Their findings and recommendations were presented to the CHOGM held in Perth in 2011, with a strong message that changes need to be made if the Commonwealth was to remain more accessible to the member states.
One key recommendation, which gained unanimous support of the member states, was the need to have a Charter, a document that embraces the fundamental values, principles and aspirations of the Commonwealth family. These are the values and principles that we, as a nation, hold in high esteem, including democracy, good governance, sustainable development, development of our youth, and gender equality.
Seychelles was one of 12 countries represented in a Ministerial Task Force established following the Perth CHOGM in 2012 with the mandate to review and renew the work of the Commonwealth to better meet the challenges of its member states.
We are pleased that this Charter has been endorsed and adopted on the 19th December 2012. The charter is the first of its kind for the Commonwealth, and has heralded a new chapter for the Commonwealth.
The most distinctive contribution to the Charter made by the Government of Seychelles was the inclusion for the first time in a global organisation of specific recognition of the particular needs and specificities of Small Island Developing States.
The Commonwealth is one of the few international organizations that continue to champion the cause of Small States, and in particular Small Island Developing States (SIDS), and I believe very strongly that the new Commonwealth Charter will play a key role in bringing a new focus on the need to tackle the particular vulnerabilities of SIDS and in building their resilience for the future especially when it concerns combating climate change and promoting the blue and green economy.

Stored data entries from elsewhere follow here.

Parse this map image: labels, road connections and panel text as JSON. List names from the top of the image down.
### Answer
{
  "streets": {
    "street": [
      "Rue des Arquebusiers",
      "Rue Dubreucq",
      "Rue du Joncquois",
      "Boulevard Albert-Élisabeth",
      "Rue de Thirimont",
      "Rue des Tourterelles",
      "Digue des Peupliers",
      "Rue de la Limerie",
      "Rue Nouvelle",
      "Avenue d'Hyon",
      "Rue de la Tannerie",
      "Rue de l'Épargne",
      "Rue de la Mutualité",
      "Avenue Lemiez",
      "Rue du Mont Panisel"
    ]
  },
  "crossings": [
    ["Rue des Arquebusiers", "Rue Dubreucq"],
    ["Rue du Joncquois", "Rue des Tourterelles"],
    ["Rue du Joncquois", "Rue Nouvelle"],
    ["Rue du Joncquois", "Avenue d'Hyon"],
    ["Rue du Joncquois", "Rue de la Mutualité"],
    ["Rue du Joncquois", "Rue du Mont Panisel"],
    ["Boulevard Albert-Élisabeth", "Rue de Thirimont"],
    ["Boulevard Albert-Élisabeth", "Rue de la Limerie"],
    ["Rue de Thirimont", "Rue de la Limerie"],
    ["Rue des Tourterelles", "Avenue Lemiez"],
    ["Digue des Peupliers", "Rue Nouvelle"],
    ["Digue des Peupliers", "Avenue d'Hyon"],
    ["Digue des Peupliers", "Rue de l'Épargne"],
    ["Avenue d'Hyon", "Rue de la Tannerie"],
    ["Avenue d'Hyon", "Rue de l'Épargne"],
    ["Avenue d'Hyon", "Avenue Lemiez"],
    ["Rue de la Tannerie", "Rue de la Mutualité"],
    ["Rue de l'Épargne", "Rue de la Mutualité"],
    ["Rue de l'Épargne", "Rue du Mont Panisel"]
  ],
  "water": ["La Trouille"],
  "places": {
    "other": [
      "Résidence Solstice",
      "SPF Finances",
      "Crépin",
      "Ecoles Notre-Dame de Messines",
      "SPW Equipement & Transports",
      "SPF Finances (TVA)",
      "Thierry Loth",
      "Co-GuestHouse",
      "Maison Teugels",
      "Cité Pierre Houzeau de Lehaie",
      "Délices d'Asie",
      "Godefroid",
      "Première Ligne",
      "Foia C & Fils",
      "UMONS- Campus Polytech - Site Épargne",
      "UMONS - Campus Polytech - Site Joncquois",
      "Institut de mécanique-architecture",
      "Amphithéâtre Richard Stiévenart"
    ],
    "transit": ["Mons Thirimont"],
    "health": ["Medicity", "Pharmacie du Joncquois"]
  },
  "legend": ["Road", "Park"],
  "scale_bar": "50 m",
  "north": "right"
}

In all the Commonwealth forums that Seychelles participates, we have also always stressed Seychelles’ strong support for the Commonwealth’s primary focus of promoting peace, democracy, good governance, human rights and the rule of law. Our strong engagement in this process is further reflected in the efforts being invested nationally for the electoral reforms and in promoting human rights.
Our unwavering commitment to peace and security is further demonstrated by Seychelles bid to be a non-permanent member of the United Nations Security Council 2017-2018. We might be the smallest nation in Africa- but the impact of our efforts to combat piracy and promote peace in the region has been felt around the world.
A renewed and re-focused Commonwealth is in everybody’s advantage.
We have benefited, and continue to benefit from technical assistance and expertise in various fields, including health, debt management, trade, the judiciary and management of natural resources.
We recall the landmark achievement of the joint submission by Seychelles and Mauritius to the United Nations on our extended continental shelf, and subsequently, joint management of an extended area of continental shelf. This would not have been possible without the support of the Commonwealth.
Seychelles is proud to be a longstanding member of the Commonwealth. By joining other countries around the world in marking Commonwealth Day, we are paying tribute to the strong partnership among Commonwealth members that is vital to our future.